▶ [Entries taken from a collection]
>>

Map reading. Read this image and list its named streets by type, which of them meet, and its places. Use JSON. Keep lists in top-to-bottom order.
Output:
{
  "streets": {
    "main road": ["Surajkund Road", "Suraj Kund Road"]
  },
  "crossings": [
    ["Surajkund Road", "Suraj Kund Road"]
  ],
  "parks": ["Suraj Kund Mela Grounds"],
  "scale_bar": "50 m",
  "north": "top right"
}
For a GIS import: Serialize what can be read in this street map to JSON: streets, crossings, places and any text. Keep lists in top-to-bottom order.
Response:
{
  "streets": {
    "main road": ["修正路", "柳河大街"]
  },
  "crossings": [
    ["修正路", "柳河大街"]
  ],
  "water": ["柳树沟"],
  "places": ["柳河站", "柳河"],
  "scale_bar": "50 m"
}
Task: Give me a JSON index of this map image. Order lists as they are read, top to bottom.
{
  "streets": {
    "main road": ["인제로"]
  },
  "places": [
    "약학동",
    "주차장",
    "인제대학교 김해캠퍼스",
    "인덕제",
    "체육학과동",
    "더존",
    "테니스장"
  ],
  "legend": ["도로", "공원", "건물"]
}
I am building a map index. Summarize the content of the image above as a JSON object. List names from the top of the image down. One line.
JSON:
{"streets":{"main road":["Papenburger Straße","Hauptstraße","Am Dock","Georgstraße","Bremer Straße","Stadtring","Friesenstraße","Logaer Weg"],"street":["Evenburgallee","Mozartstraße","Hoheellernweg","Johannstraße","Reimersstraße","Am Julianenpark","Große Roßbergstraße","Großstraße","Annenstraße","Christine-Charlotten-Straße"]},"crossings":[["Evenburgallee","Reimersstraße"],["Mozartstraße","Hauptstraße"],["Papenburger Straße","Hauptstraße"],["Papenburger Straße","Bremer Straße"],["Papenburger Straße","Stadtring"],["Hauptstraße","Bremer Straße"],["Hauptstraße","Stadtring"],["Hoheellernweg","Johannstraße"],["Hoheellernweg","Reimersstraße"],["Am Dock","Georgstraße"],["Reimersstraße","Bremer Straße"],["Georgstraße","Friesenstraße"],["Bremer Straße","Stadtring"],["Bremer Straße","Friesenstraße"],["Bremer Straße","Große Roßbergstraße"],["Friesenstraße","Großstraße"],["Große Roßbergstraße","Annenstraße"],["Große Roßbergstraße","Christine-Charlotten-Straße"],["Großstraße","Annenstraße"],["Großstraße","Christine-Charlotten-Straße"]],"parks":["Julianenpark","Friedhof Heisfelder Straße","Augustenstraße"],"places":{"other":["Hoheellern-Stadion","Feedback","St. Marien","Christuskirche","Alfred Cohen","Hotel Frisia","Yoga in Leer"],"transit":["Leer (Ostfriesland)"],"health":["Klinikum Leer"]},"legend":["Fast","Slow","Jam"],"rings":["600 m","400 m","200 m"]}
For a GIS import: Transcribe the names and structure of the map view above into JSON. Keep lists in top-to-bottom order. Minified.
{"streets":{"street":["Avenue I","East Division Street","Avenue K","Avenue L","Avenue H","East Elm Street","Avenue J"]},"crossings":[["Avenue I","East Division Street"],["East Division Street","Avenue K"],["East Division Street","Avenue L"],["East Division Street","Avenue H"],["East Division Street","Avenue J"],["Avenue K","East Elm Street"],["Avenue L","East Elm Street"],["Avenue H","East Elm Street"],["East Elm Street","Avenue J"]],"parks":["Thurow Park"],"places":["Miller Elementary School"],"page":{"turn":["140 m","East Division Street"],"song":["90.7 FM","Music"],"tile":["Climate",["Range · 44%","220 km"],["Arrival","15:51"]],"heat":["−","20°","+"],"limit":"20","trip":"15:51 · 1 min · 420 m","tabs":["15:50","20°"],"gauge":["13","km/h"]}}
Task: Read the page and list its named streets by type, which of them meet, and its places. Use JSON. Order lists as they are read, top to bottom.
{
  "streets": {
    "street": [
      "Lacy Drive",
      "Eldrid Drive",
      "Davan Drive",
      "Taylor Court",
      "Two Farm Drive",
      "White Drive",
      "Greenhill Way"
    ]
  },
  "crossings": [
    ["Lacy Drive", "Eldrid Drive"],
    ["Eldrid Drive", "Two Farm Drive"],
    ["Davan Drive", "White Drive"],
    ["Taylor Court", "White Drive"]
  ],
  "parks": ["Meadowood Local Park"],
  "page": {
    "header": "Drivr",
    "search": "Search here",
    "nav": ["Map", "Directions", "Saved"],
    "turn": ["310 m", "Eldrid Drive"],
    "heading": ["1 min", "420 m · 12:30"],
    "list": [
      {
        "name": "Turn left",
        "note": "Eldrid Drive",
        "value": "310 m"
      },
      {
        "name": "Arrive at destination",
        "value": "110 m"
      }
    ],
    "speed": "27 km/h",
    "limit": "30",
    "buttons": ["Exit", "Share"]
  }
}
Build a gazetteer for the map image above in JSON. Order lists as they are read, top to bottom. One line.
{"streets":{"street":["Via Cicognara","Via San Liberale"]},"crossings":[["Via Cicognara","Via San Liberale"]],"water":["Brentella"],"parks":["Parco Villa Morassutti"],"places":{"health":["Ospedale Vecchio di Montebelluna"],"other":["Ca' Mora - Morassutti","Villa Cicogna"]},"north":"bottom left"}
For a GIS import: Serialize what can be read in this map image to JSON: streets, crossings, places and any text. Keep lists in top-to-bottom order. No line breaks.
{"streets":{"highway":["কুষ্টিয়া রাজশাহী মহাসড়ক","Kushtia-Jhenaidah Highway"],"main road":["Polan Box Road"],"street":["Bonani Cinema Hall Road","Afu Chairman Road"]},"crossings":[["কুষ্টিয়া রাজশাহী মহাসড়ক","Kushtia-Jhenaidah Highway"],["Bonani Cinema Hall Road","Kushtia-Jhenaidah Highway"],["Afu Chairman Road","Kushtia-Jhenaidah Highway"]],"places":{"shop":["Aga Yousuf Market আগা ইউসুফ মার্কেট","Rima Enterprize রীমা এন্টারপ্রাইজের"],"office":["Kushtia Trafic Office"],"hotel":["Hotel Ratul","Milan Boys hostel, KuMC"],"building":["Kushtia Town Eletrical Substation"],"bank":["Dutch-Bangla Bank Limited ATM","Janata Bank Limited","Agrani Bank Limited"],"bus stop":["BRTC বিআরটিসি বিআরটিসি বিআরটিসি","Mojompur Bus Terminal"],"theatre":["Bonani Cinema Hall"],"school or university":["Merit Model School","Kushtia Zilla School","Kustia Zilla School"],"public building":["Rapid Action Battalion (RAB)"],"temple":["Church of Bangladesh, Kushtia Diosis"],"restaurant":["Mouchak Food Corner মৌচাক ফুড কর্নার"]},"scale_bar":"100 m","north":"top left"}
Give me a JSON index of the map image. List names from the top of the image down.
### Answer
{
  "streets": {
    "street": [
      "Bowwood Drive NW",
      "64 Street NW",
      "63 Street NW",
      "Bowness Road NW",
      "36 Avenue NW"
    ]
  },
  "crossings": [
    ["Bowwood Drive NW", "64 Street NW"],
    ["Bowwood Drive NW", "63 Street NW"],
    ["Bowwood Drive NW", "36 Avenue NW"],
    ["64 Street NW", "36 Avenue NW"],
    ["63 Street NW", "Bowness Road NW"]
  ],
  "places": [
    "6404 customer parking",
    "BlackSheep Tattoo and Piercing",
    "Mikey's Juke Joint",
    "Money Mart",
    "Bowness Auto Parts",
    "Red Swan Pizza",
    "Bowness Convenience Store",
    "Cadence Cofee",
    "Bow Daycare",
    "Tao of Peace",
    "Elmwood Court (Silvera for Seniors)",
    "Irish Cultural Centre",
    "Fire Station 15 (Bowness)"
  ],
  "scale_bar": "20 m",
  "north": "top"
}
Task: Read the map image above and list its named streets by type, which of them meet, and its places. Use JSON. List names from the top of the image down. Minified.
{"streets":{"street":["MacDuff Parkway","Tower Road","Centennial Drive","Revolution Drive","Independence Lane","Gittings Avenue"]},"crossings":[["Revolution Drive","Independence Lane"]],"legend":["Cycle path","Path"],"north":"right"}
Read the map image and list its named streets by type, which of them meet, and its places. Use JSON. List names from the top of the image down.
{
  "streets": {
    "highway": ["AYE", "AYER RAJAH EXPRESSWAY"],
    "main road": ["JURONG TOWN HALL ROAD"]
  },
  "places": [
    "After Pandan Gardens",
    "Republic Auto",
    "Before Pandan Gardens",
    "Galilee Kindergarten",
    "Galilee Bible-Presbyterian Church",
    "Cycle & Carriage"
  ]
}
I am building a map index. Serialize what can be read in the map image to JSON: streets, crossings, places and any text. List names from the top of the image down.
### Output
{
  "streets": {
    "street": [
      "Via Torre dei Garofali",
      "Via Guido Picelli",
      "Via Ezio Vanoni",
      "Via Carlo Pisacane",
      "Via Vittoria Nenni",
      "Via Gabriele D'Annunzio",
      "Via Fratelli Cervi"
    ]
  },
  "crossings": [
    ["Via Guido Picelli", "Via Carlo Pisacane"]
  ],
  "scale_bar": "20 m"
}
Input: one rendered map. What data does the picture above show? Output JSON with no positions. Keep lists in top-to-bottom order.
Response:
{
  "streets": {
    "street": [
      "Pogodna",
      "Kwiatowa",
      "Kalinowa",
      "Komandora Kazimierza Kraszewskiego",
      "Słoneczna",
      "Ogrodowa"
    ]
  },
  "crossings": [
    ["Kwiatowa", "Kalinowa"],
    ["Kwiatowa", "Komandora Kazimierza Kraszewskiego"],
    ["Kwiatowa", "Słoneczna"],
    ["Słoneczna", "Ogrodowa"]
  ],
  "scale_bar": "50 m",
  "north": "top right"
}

<<

▶ [What this task involves]
The lines from the beginning of the records through the line containing "I am building a map index. Summarize" should be reproduced exactly. Include nothing else.

▶ [Exercise output]
Map reading. Read this image and list its named streets by type, which of them meet, and its places. Use JSON. Keep lists in top-to-bottom order.
Output:
{
  "streets": {
    "main road": ["Surajkund Road", "Suraj Kund Road"]
  },
  "crossings": [
    ["Surajkund Road", "Suraj Kund Road"]
  ],
  "parks": ["Suraj Kund Mela Grounds"],
  "scale_bar": "50 m",
  "north": "top right"
}
For a GIS import: Serialize what can be read in this street map to JSON: streets, crossings, places and any text. Keep lists in top-to-bottom order.
Response:
{
  "streets": {
    "main road": ["修正路", "柳河大街"]
  },
  "crossings": [
    ["修正路", "柳河大街"]
  ],
  "water": ["柳树沟"],
  "places": ["柳河站", "柳河"],
  "scale_bar": "50 m"
}
Task: Give me a JSON index of this map image. Order lists as they are read, top to bottom.
{
  "streets": {
    "main road": ["인제로"]
  },
  "places": [
    "약학동",
    "주차장",
    "인제대학교 김해캠퍼스",
    "인덕제",
    "체육학과동",
    "더존",
    "테니스장"
  ],
  "legend": ["도로", "공원", "건물"]
}
I am building a map index. Summarize the content of the image above as a JSON object. List names from the top of the image down. One line.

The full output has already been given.